Notebook

Signed Cumulative Distribution Transform Nearest Local Subspace (SCDT-NLS) Classifier¶

This tutorial will demonstrate how to use the SCDT-NLS classifier from the PyTransKit package to classify 1D signals.

Class:: SCDT_NLS¶

Functions:

Constructor function: scdt_nls_obj = SCDT_NLS(num_classes, rm_edge)

 Inputs:
 ----------------
 num_classes : integer value
     totale number of classes in the dataset.
 rm_edge : [optional] boolean 
     IF TRUE the first and last points of CDTs will be removed.

 Outputs:
 ----------------
 scdt_nls_obj : class object
     Instance of the class SCDT_NLS.

Fit function: scdt_nls_obj.fit(Xtrain, Ytrain, Ttrain)

 Inputs:
 ----------------
 Xtrain : array-like, shape (n_samples, n_columns)
     1D data for training.
 Ytrain : ndarray of shape (n_samples,)
     Labels of the training samples.
 Ttrain : [optional] array-like, shape (n_samples, n_columns)
     domain for corresponding training signals.

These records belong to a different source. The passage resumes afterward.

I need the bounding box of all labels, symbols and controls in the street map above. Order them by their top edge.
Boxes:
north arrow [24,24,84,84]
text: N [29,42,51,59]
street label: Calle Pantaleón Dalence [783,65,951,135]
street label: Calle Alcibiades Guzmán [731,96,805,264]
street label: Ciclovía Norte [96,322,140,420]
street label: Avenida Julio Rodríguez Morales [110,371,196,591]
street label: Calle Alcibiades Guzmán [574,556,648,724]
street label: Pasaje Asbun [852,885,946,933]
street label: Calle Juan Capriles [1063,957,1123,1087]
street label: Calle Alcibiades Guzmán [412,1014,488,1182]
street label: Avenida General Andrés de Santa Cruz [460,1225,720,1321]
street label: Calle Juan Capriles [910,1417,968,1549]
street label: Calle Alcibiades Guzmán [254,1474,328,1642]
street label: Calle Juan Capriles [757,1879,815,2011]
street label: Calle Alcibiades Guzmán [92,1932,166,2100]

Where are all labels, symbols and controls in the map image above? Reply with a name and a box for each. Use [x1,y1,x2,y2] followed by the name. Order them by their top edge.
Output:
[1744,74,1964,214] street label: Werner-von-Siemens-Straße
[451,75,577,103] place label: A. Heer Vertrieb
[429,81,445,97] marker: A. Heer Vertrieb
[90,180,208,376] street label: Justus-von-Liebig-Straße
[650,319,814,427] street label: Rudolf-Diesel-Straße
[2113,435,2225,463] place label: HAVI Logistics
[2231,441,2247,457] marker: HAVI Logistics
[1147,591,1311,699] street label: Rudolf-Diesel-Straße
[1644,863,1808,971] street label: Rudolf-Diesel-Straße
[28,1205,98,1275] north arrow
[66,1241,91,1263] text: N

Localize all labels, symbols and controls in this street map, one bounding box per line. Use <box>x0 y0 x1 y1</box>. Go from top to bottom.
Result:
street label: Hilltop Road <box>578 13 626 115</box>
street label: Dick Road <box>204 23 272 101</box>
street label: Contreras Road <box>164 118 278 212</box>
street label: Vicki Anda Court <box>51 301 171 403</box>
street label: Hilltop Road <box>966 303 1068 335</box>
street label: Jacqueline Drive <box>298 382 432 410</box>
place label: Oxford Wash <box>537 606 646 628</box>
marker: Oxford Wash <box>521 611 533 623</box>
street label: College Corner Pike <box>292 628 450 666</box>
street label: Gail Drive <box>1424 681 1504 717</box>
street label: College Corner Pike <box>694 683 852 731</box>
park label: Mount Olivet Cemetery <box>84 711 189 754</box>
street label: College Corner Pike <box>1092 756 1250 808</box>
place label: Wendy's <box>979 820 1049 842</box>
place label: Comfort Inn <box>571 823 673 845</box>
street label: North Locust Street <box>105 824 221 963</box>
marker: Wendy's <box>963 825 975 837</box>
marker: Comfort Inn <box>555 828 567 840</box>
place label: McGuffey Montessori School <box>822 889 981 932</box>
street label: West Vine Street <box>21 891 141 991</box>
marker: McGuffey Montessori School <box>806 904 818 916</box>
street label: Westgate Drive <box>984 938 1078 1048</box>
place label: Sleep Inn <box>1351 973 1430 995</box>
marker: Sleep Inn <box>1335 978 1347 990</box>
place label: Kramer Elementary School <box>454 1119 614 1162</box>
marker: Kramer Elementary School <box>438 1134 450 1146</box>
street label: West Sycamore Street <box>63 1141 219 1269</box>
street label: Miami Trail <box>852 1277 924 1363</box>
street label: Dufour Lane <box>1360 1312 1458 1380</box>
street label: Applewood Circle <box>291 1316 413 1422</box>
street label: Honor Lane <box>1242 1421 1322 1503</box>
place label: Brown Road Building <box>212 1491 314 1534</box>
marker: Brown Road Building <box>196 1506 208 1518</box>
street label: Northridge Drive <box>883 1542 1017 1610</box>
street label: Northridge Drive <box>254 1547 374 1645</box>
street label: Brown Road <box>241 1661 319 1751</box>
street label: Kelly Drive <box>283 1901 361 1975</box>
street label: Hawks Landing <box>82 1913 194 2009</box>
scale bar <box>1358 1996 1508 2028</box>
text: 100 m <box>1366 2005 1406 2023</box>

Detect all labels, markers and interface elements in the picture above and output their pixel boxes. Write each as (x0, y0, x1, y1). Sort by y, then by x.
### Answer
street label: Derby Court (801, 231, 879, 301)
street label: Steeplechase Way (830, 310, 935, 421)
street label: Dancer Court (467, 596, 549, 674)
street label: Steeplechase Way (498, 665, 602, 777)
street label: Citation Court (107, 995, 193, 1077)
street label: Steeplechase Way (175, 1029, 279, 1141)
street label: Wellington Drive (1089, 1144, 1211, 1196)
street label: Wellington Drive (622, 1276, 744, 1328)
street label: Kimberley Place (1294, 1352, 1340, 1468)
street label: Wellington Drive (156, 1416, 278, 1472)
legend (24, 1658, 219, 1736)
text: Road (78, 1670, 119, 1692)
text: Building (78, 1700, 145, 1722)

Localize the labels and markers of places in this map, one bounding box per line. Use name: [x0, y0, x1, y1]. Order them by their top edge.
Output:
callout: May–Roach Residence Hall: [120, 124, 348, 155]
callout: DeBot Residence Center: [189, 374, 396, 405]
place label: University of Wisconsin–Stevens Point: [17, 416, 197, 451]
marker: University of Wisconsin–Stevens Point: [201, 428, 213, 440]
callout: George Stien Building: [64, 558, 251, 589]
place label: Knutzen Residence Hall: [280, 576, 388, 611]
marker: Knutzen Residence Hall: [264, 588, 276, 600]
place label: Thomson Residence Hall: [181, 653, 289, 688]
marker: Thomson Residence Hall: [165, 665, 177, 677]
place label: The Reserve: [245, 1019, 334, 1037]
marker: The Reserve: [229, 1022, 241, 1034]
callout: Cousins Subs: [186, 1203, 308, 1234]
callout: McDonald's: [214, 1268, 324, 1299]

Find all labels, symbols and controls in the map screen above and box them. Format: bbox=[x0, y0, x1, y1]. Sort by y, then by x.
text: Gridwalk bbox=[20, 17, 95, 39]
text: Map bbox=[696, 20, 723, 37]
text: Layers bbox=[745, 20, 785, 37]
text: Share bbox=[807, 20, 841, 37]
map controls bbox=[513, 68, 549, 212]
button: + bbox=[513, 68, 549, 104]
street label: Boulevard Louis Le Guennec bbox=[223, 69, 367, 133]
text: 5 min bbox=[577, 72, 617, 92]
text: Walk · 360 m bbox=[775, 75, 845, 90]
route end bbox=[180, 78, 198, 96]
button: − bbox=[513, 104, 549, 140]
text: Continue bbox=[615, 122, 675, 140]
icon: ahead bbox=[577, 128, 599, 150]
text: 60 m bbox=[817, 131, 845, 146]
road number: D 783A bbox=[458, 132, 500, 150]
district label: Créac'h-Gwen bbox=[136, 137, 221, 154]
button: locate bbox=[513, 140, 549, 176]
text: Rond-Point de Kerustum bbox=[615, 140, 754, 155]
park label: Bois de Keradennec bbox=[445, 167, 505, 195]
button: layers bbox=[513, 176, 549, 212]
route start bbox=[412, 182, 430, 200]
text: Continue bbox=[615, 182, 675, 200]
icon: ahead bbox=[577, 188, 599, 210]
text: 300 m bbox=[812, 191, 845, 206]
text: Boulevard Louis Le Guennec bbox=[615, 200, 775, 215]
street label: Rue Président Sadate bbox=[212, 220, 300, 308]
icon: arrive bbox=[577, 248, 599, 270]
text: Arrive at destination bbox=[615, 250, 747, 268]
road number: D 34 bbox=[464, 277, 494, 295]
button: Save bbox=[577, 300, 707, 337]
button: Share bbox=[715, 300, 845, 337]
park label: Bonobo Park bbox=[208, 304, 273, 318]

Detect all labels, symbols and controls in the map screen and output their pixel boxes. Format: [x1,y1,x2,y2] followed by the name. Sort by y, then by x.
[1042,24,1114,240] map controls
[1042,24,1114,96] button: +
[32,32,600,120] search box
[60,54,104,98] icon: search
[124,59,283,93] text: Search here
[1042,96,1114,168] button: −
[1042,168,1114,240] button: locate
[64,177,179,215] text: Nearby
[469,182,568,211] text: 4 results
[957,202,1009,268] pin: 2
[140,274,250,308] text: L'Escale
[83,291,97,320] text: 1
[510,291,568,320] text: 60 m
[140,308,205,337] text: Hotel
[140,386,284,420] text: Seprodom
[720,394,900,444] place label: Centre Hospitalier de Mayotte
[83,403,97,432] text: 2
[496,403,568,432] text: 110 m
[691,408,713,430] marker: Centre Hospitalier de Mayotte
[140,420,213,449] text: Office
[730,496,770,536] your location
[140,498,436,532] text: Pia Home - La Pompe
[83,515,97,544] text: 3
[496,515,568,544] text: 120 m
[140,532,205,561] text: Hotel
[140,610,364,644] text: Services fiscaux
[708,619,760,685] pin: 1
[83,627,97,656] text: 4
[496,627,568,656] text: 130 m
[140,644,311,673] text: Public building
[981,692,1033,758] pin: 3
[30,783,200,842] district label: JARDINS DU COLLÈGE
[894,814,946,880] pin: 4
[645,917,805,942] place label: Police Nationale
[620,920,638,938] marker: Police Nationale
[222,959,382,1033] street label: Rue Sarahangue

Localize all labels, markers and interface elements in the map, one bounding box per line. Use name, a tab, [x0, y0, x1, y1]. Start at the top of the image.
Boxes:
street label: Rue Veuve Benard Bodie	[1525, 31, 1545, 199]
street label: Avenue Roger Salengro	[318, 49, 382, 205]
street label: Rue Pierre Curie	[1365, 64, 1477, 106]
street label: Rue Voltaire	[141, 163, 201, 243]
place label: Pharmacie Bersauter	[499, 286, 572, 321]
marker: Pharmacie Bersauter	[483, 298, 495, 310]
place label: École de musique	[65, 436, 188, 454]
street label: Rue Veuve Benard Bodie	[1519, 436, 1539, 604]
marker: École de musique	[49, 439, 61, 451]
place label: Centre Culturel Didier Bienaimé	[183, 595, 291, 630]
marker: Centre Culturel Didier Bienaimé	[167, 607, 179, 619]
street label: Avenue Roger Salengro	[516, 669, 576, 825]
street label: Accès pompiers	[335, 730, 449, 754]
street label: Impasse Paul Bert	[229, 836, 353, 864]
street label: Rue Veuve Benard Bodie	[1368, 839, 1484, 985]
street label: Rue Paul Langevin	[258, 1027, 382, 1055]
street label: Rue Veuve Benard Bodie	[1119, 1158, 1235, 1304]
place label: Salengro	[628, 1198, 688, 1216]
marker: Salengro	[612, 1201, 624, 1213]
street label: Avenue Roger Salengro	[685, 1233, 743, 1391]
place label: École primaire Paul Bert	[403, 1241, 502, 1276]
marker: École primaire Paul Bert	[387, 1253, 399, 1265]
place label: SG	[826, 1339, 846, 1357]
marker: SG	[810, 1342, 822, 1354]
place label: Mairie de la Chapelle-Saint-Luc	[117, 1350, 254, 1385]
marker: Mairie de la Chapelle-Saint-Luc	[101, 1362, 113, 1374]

Predict function: preds = scdt_nls_obj.predict(Xtest, Ttest, k, N)

 Inputs:
 ----------------
 Xtest : array-like, shape (n_samples, n_columns)
     1D data for testing.
 Ttest : [optional] array-like, shape (n_samples, n_columns)
     domain for corresponding test signals.
 k : [Optional] pre-tuned parameter 
     number of closest points to test sample
 N : [Optional] pre-tuned parameter 
     number of sinusoidal bases used for subspace enrrichment

 Outputs:
 ----------------
 preds : 1d array, shape (n_samples,)
    Predicted labels for test samples.

Example¶

The following example will demonstrate how to:

create and initialize an instance of the class SCDT_NLS
train the model using 1D signals
apply the model to predict calss labels of the test 1D samples

In this example we have used a synthetic dataset (1D). The dataset contains three classes, each containing data generated from two templates.

Import python libraries¶

In [1]:

import numpy as np
from numpy import interp
import math
import matplotlib.pyplot as plt
from scipy.linalg import lstsq
from scipy import signal
import random

import sys
sys.path.append('../')
from pytranskit.classification.utils import *

Import SCDT-NLS class from PyTransKit package¶

In [2]:

from pytranskit.classification.scdt_nls import SCDT_NLS

Define a six template signals (three classes each with two templates)¶

In [3]:

def signal_gabor_phi1(t):
    w = 25
    s1 = np.real(math.pi**-0.25 * np.exp(2*math.pi*1j*w*(t-0.5)) * np.exp(-250*((t-0.5)**2)))
    return s1

def signal_gabor_phi2(t):
    w = 25
    s1 = (np.real(math.pi**-0.25 * np.exp(2*math.pi*1j*w*(t-0.35)) * np.exp(-250*((t-0.35)**2)))
          +0.25*np.real(math.pi**-0.25 * np.exp(2*math.pi*1j*w*(t-0.7)) * np.exp(-250*((t-0.7)**2))) )
    return s1

def signal_sawtooth_phi1(t):
    s2 = signal.sawtooth(2 * np.pi * 15 * (t-0.5))* np.exp(-250*((t-0.5)**2))
    return s2

def signal_sawtooth_phi2(t):
    s2 = (signal.sawtooth(2 * np.pi * 15 * (t-0.35))* np.exp(-250*((t-0.35)**2))
          +0.25*signal.sawtooth(2 * np.pi * 15 * (t-0.7))* np.exp(-250*((t-0.7)**2)) )
    return s2

def signal_square_phi1(t):
    s3 = signal.square(2 * np.pi * 15 * (t-0.5))*np.exp(-250*((t-0.5)**2))
    return s3

def signal_square_phi2(t):
    s3 = (signal.square(2 * np.pi * 15 * (t-0.35))*np.exp(-250*((t-0.35)**2)) 
    + 0.2*signal.square(2 * np.pi * 15 * (t-0.70))*np.exp(-250*((t-0.70)**2)))
    return s3

Generate template signals for three classes¶

In [4]:

N = 300  # number of discrete samples per signal

## Define a set of signals
t = np.linspace(0.,1.,N)

s_template = []

s_template.append(signal_gabor_phi1(t))
s_template.append(signal_gabor_phi2(t))

s_template.append(signal_sawtooth_phi1(t))
s_template.append(signal_sawtooth_phi2(t))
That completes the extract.